What to do:
A single number is the whole answer: the count of lines in these entries that hold "宇都宮高等学校第二グラウンド".

○ ○ ○ ○ ○

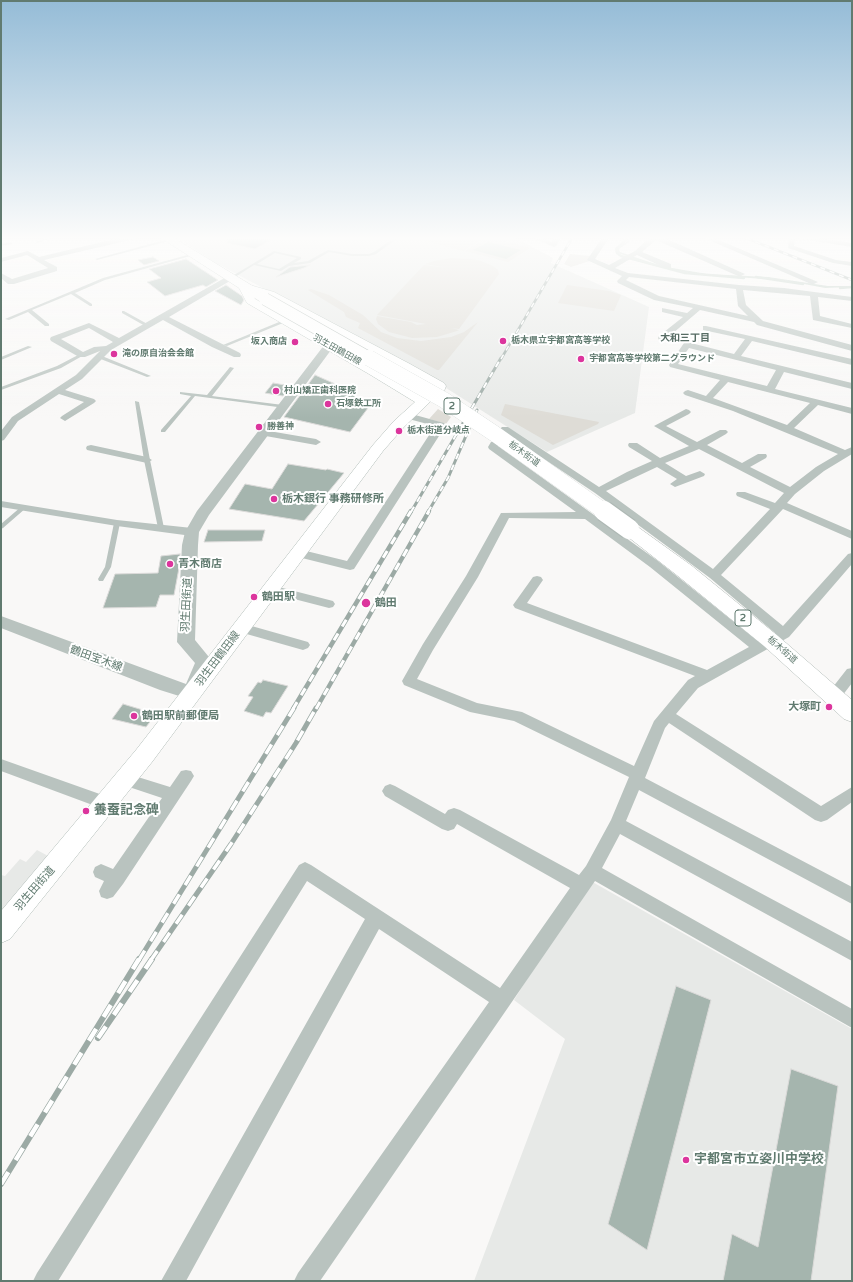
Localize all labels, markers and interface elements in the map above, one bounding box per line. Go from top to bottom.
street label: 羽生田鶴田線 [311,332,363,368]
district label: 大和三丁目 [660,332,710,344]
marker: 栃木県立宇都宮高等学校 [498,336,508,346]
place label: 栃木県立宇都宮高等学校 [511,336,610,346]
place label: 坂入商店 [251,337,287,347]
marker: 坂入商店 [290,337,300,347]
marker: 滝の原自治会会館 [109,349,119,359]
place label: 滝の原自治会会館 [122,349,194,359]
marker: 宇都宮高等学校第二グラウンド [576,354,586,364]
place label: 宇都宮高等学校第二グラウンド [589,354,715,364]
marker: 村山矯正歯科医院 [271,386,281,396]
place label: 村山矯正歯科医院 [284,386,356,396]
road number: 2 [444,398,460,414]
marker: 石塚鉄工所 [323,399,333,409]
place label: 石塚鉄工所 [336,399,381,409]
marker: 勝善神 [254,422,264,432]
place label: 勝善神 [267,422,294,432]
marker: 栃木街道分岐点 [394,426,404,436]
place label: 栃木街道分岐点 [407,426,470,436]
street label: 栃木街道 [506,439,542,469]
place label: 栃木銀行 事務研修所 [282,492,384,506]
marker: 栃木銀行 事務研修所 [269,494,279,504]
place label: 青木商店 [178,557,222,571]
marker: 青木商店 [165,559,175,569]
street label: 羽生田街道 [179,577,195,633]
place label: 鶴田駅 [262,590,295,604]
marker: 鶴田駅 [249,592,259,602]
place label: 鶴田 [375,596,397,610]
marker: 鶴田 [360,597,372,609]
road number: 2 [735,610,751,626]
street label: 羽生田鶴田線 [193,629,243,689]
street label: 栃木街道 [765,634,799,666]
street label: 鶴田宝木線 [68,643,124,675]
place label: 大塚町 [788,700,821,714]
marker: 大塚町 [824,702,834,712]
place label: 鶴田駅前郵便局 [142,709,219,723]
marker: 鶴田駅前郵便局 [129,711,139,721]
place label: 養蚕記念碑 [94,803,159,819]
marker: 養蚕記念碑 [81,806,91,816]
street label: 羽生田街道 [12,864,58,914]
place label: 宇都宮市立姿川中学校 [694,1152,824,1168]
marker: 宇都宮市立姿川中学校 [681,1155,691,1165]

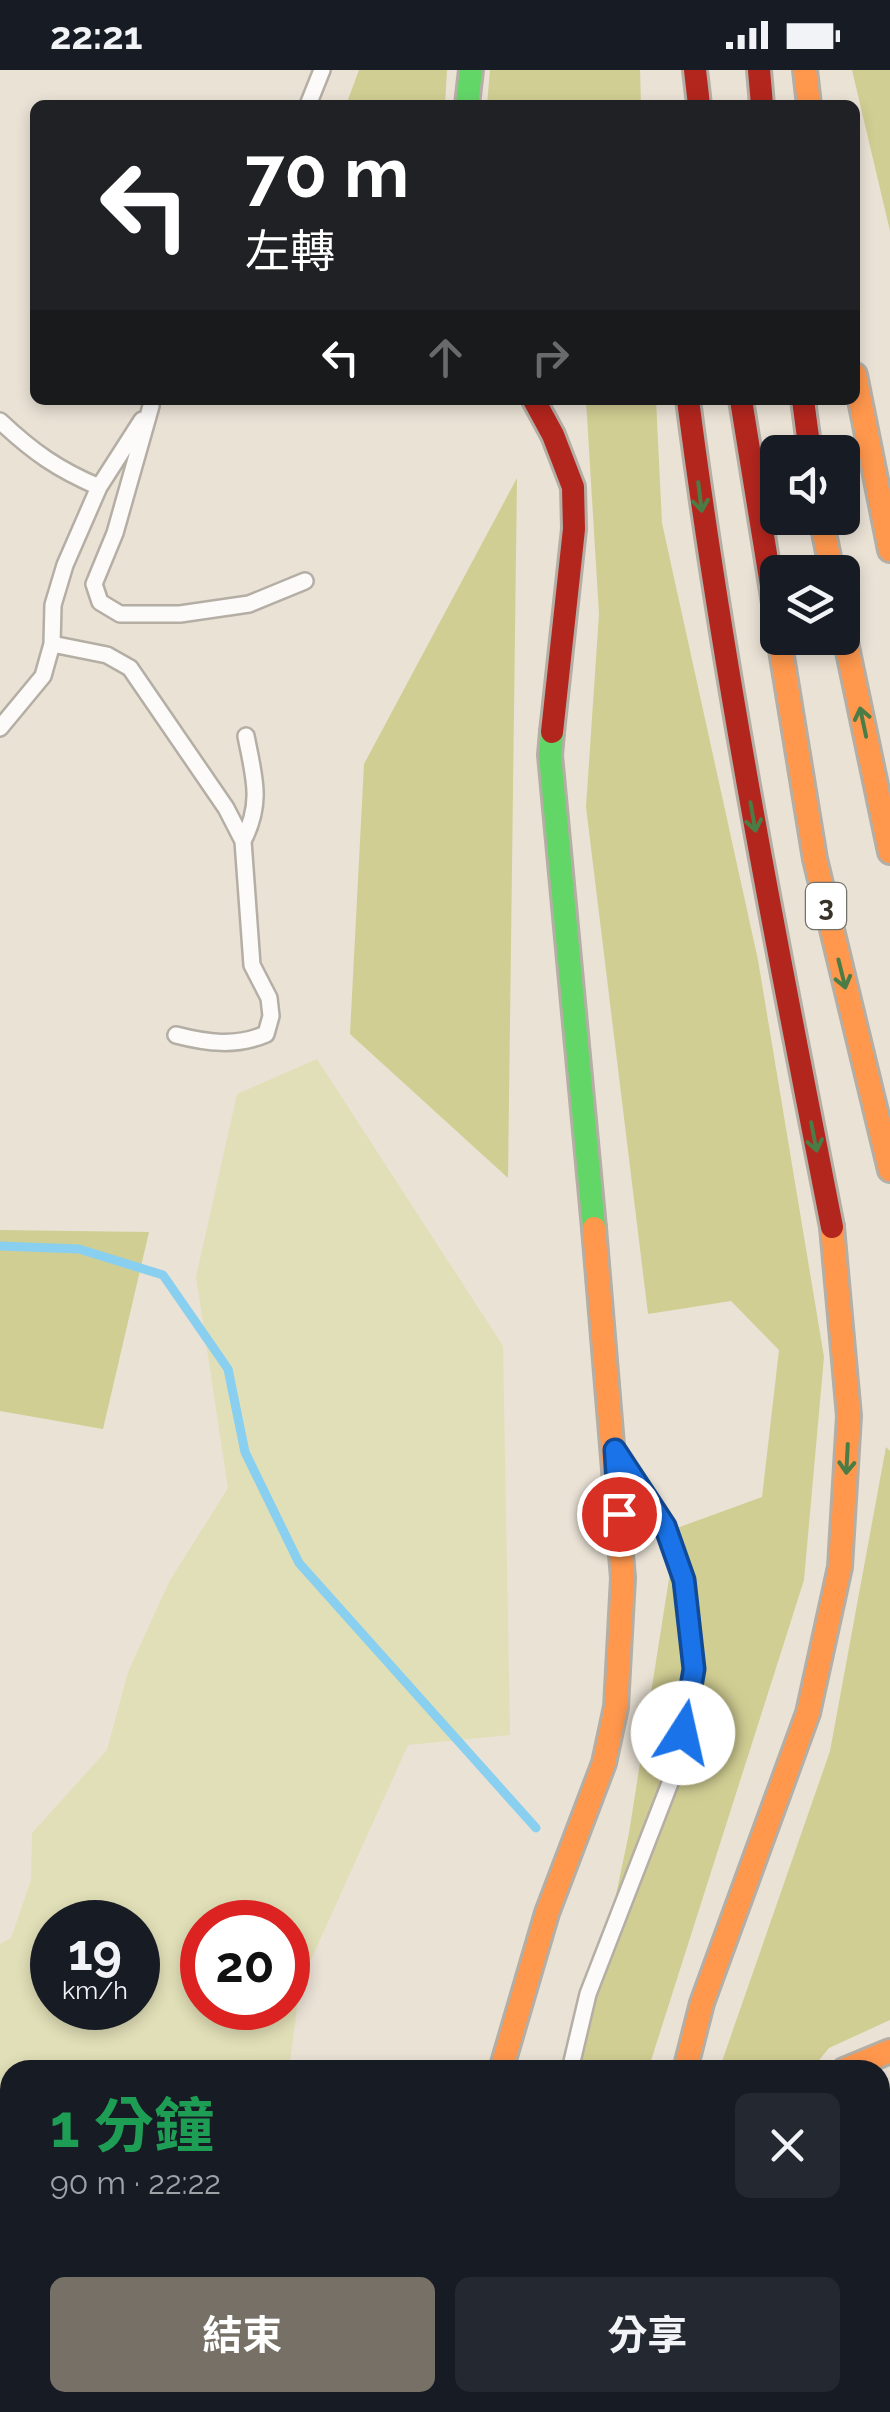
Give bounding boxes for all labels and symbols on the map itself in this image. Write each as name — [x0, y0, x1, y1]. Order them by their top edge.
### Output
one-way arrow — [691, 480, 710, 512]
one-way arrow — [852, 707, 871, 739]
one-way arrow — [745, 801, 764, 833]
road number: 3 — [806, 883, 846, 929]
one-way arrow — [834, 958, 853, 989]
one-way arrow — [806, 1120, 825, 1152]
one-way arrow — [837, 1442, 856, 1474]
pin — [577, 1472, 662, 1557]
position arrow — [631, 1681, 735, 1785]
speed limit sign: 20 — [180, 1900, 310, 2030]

○ ○ ○ ○ ○

Exercise answer:
2